INTRODUCTION The SH2B3 gene encodes the cytoplasmic adaptor protein LNK that acts as a negative regulator of hematopoietic progenitor cell expansion and self-renewal, particularly through its interaction with JAK2 and regulation of the JAK-STAT pathway.

In humans, SH2B3 alterations have been identified across a spectrum of hematologic malignancies, especially myeloproliferative neoplasms (MPN), myelodysplastic syndromes (MDS), MDS/MPN overlap syndromes including chronic myelomonocytic leukemia (CMML), and acute lymphoblastic leukemias (ALLs). Despite increasing recognition, their precise clinical relevance and pathogenic role remain incompletely understood.

Here, we retrospectively investigated a cohort of 17 833 patients referred for suspicion of a myeloid neoplasm or acute leukemia. Through systematic assessment of SH2B3 as part of routine next-generation sequencing (NGS)-based diagnostic workflows, we aimed to delineate the mutational spectrum and clinical implications of SH2B3 variants.

METHODS DNA was extracted from bone marrow or peripheral blood samples and analyzed using a custom targeted NGS panel covering the entire coding region of SH2B3, along with 125 other genes recurrently mutated in hematological malignancies.Clinical and biological data were retrospectively collected from medical records and communication with the referring physicians who ordered the molecular analyses.

RESULTS Among the 17 833 individuals tested, 13 423 (75.3%) carried at least one SH2B3 variant. The vast majority (n = 11 589, 86.3%) harbored only the common p.W262R polymorphism (rs3184504).The remaining 1 830 individuals carried 415 unique SH2B3 variants, which were classified hierarchically into four tiers of pathogenicity based on variant type, minor allele frequency in gnomAD v4.1.0 and variant allele frequency in patient samples. This led to the following distribution: 169 individuals with Tier I variants, 86 with Tier II variants, 167 with Tier III variants and 1 451 individuals with Tier IV (other than p.W262R) variants.

Overall, 246 unique individuals (~1.4% of the total 17 833) with Tier I and/or Tier II SH2B3 variants were identified, with notable enrichment in CMML (7.2%) and MPN cases (5.6%).
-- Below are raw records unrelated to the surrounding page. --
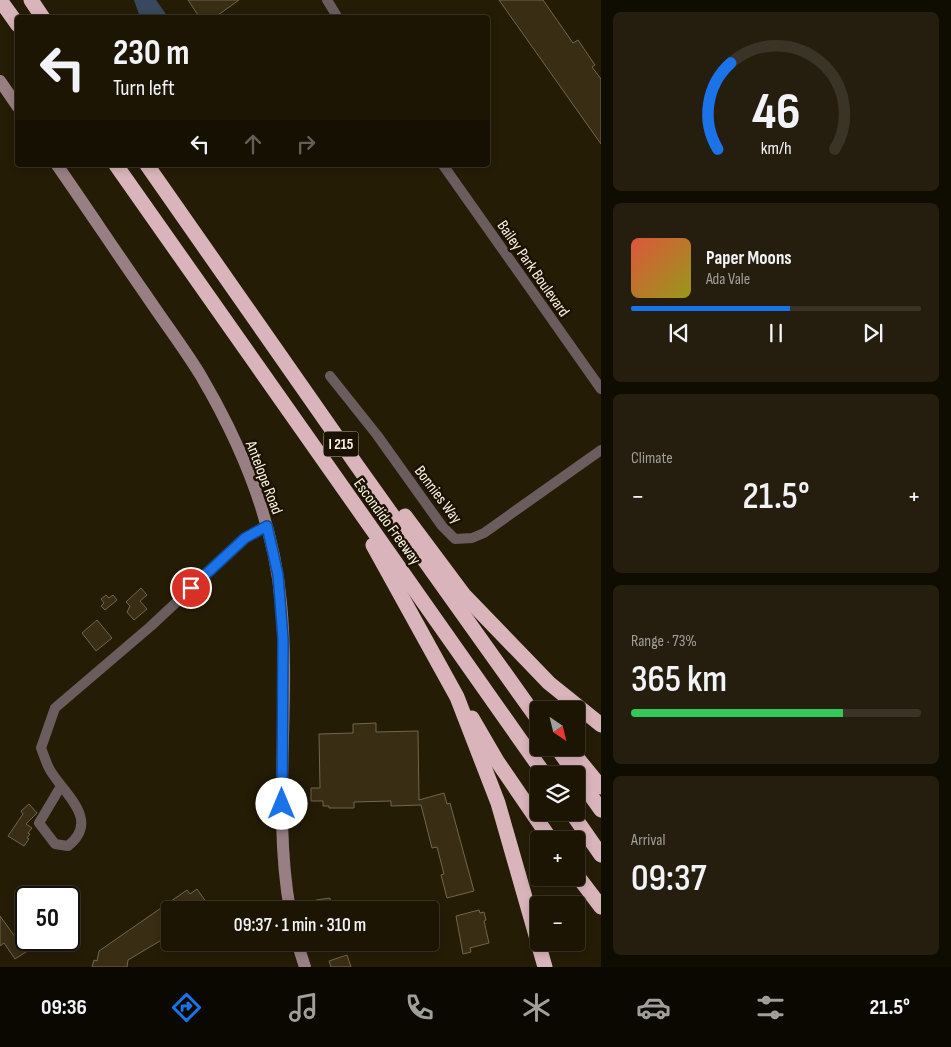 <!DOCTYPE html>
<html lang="en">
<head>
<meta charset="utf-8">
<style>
	body { margin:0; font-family:"Sofia Sans Condensed",sans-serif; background:#251e0e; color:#f1f3f6; height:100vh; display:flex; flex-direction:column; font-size:19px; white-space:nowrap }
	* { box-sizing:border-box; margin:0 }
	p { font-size:16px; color:#a09f9a }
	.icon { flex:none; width:28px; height:28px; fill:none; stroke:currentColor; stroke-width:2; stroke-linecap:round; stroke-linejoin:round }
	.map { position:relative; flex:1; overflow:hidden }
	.details { display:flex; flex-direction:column; gap:12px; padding:12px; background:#0f0c02; width:350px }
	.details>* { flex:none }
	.hud { position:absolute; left:15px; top:15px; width:475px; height:152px; border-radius:5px; box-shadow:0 2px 8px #0003,0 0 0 1px #3a3426; background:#1c1504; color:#f1f3f6; overflow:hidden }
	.needle { width:32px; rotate:145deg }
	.tools { position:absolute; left:530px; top:701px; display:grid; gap:10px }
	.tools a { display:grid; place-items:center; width:55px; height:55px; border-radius:5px; background:#1c1504; box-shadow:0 2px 8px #0003,0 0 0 1px #3a3426; font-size:25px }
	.speed { position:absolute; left:15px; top:886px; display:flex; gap:10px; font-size:25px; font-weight:700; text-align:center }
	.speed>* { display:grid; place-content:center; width:65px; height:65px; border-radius:50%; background:#1c1504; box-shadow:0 2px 8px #0003,0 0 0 1px #3a3426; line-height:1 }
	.speed .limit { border:2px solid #111; border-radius:8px; background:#fff; color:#111 }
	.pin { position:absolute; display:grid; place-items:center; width:42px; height:42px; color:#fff; margin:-21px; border:2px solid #fff; border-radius:50%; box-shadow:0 1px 5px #0007 }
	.me { position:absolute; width:55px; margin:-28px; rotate:0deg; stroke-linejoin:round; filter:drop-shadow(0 0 4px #0008) }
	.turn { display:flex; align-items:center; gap:18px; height:105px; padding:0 15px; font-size:22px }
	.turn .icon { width:65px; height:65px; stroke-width:2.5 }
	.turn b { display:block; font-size:35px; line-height:42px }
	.lanes { display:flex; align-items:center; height:48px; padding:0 15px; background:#0003; justify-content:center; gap:25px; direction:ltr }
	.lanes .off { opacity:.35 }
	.big { font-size:38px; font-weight:600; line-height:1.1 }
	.details .tile { flex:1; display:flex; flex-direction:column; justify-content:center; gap:8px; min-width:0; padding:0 18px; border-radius:8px; background:#251e0e }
	.details .dial { align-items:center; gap:0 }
	.dial svg { height:130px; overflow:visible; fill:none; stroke:#3a3426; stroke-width:7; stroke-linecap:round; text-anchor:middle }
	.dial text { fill:#f1f3f6; stroke:none }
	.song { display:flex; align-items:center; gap:15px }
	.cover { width:60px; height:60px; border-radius:8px; background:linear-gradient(135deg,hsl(10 70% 55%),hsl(60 70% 35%)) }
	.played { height:5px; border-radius:2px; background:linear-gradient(90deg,#1a73e8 55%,#3a3426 55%) }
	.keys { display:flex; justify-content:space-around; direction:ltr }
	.heat { display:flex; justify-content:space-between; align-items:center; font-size:28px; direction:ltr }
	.charge { height:8px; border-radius:4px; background:linear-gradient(90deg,#34c759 73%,#3a3426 0) }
	.trip { position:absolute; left:161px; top:901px; width:278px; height:50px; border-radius:5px; background:#1c1504; box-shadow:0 2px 8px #0003,0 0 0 1px #3a3426; font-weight:600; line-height:50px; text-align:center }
	.dock { display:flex; height:80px; justify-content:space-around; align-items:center; background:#0b0802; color:#a09f9a }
	.dock .icon { width:35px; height:35px }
	.dock .on { color:#1a73e8 }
	.dock b { font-size:22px; color:#f1f3f6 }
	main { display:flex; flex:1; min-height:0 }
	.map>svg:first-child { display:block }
	.water { fill:#38495f }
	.building { fill:#392d13; stroke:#71664e }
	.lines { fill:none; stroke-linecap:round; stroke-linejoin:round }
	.minor { stroke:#6b5c5e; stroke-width:10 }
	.secondary { stroke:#977f84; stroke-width:12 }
	.motorway { stroke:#d9b4bb; stroke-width:15 }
	.route-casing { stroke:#114b97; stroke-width:12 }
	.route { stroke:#1a73e8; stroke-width:9 }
	.labels { text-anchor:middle; stroke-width:5; stroke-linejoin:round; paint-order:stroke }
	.shield { fill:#1c1200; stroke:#b8b0a2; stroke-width:1 }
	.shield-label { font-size:15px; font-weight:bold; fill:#fbf4e7 }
	.street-label { font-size:16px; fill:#fbf4e7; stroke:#1c1200 }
</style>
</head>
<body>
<main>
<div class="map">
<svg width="601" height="967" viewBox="0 0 601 967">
	<rect width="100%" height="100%" fill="#251c06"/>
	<path class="water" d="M 134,0 L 156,0 L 168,17 L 140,17 Z"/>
	<g class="building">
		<path d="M 188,0 L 239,0 L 214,18 L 200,18 Z"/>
		<path d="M 499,0 L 543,0 L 573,43 L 578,40 L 595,65 L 592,67 L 601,79 L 601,144 Z"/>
		<path d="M 141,588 L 147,595 L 140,601 L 147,609 L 134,620 L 127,612 L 130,606 L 126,602 Z"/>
		<path d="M 106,595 L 109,598 L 113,595 L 117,600 L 105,610 L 101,606 L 104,603 L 101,599 Z"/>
		<path d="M 97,620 L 112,638 L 96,651 L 82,633 Z"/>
		<path d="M 376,723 L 376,732 L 418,731 L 419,800 L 444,793 L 447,804 L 450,803 L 474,891 L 447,898 L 441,875 L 444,874 L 437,847 L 432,848 L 421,805 L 391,806 L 391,801 L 354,802 L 354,808 L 329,808 L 329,806 L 323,806 L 323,801 L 311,801 L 311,788 L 320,788 L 319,734 L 353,733 L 353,724 Z"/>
		<path d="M 29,804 L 37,813 L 26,824 L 32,828 L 28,833 L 30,834 L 27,838 L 29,839 L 24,846 L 8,836 L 23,814 L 21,811 Z"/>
		<path d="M 197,889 L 209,906 L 203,910 L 170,910 L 170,930 L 163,935 L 165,938 L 128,960 L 127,967 L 92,967 L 94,960 L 97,961 L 99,951 L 187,890 L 190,894 Z"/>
		<path d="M 330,898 L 332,910 L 318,910 L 316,900 Z"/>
		<path d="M 479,910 L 480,913 L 484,912 L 486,920 L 484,921 L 489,943 L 470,948 L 471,952 L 463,954 L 456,916 Z"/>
		<path d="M 0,916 L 26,952 L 15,959 L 4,943 L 0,946 Z"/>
		<path d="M 347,955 L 351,967 L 331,967 L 329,961 Z"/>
	</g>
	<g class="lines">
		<g class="minor">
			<path d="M 327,0 L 338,18"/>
			<path d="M 443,165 L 601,389"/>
			<path d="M 330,376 L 377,435 L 442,526 L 455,539 L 472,538 L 484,533 L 601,450"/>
			<path d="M 61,786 L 39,823 L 55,844 L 68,846 C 101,820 64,794 50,770 C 46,763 44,755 41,748 L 55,708 L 151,626 L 245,538 L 267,526"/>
		</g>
		<g class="secondary">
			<path d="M 0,81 L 18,107"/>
			<path d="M 57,165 C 87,208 116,252 146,295 C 164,322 184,348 201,376 C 241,444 274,523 281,603 C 291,705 272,809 290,910"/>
			<path d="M 297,942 L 305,967"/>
		</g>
		<g class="motorway">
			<path d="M 0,0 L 18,25"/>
			<path d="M 31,0 L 43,18"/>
			<path d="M 116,165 L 545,775"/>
			<path d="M 147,165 L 358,467 L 539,721"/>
			<path d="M 405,516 L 464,595 L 549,683 L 601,725"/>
			<path d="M 373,545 L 457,697 L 498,803 L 545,967"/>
			<path d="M 472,718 L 497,761 L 551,840"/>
			<path d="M 557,748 L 601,810"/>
			<path d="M 569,748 L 601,787"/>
			<path d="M 571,812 L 601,855"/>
			<path d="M 576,874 L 601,907"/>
		</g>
	</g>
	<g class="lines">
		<g class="route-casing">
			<path id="route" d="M 191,588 L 245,538 L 267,526 L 278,575 L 283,639 L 282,804"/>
		</g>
		<use href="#route" class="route"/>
	</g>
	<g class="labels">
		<rect class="shield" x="323.5" y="431.5" width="35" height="25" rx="4"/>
		<g class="shield-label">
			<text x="341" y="449">I 215</text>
		</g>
		<g class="street-label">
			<text transform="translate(534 268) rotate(55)" y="6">Bailey Park Boulevard</text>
			<text transform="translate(265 477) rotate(69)" y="6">Antelope Road</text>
			<text transform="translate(439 494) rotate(53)" y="6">Bonnies Way</text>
			<text transform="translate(388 521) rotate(54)" y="6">Escondido Freeway</text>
		</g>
	</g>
</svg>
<div class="tools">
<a><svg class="needle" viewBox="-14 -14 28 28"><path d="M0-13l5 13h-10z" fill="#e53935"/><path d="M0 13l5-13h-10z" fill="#a09f9a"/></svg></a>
<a><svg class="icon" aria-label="layers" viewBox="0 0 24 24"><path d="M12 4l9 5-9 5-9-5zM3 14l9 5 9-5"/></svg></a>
<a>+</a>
<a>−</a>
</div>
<div class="speed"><div class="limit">50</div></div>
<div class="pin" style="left:191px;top:588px;background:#d93025"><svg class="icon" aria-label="arrive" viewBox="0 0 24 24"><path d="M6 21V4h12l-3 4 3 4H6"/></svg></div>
<svg class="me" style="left:282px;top:804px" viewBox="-20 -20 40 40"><circle r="19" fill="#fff"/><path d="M0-13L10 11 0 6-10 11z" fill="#1a73e8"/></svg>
<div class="trip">09:37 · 1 min · 310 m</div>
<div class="hud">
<div class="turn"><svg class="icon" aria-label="left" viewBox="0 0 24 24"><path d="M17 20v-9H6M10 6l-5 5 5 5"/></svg><div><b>230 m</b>Turn left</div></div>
<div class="lanes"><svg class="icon" aria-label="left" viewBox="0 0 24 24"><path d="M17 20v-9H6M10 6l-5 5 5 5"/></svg><svg class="icon off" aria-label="ahead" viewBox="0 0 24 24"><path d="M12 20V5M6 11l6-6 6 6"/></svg><svg class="icon off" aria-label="right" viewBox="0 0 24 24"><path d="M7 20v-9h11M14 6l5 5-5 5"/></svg></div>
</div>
</div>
<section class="details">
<div class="tile dial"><svg viewBox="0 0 100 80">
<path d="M14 69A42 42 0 1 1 86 69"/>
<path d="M14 69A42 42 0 0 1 22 16" stroke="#1a73e8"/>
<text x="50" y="56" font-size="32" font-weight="700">46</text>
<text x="50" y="72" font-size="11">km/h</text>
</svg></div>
<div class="tile">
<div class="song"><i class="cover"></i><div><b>Paper Moons</b><p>Ada Vale</p></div></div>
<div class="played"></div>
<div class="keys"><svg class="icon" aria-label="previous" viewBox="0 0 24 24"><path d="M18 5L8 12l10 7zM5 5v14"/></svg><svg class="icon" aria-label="pause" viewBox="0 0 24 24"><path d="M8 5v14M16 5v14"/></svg><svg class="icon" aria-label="next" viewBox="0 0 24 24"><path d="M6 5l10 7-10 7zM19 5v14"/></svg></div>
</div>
<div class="tile"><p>Climate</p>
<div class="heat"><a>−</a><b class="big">21.5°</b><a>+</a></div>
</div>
<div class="tile"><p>Range · 73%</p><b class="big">365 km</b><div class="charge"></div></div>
<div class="tile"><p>Arrival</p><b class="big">09:37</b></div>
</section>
</main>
<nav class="dock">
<b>09:36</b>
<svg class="icon on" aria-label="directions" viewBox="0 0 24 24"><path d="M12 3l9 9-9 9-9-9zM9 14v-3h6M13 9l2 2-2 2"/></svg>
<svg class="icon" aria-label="music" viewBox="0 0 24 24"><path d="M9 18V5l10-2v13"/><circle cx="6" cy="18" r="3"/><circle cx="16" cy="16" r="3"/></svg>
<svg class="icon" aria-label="phone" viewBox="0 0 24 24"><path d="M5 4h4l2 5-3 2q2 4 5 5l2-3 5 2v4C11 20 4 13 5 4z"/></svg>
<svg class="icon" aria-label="climate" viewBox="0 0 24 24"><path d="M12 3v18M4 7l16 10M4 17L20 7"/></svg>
<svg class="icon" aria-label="car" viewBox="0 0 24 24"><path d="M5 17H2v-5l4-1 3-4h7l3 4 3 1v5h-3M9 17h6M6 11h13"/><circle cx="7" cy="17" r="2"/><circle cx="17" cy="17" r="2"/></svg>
<svg class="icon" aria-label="filters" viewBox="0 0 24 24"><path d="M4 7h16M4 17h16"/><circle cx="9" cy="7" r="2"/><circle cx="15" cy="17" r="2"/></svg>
<b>21.5°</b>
</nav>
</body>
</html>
Null variants were observed throughout the entire protein, without restriction to specific domains, suggesting they are loss-of-function alterations, likely through protein instability or complete loss of expression. By contrast, missense variants exhibited a non-random distribution, with clear enrichment in the PH and SH2 domains, which are essential for LNK's membrane localization and interaction with JAK2.

In the cohort of 246 patients carrying Tier I/II SH2B3 variants, the retained diagnosis was as follow: AML (n=61), MDS (n=56), CMML (n=33), essential thrombocythemia or idiopathic thrombocytosis (n=31), myelofibrosis (n=17), polycythemia vera or idiopathic erythrocytosis (n=17), BCP-ALL (n=4), MDS/MPN with ring sideroblasts and thrombocytosis (n=4), T-cell ALL (n=4), and clonal cytopenia of undetermined significance (n=9). Diagnosis remained undetermined in 10 cases. The overall median age of this cohort was 72 years (IQR 61–78).

Among them, 212 SH2B3-mutated patients (86.2%) harbored additional mutations, with a median of 3 co-mutations per patient. Mutations in TET2 (47%), TP53 (10%), and SF3B1 (17%) were associated with significantly lower hemoglobin levels, while RUNX1 (13%) and CBL (9%) mutations were associated with decreased platelet counts. Additionally, 54 patients (22%) carried canonical MPN driver mutations, including 40 with JAK2 V617F, 10 with CALR mutations, and 5 with MPL W515L. These included 15 patientswith AML (25% of SH2B3-mutated AML), suggesting an enrichment of secondary AML transformed from a previous MPN.

By contrast, SH2B3 mutation as the sole aberration was associated with higher hemoglobin concentrations (β = 1.95; 95% CI: 0.87–3.02) and platelet counts (β = 0.23 log; 95% CI: 0.05–0.41). Individuals with isolated SH2B3 mutations were often younger and had higher SH2B3 variant allele frequencies. Familial co-segregation was confirmed in three families.

CONCLUSIONSH2B3 alterations are enriched in CMML and MPNs, including triple-negative cases. These findings underscore the biological and clinical relevance of SH2B3 in myeloid disorders and support its inclusion in diagnostic screening panels, particularly in cases of unexplained thrombocytosis or erythrocytosis.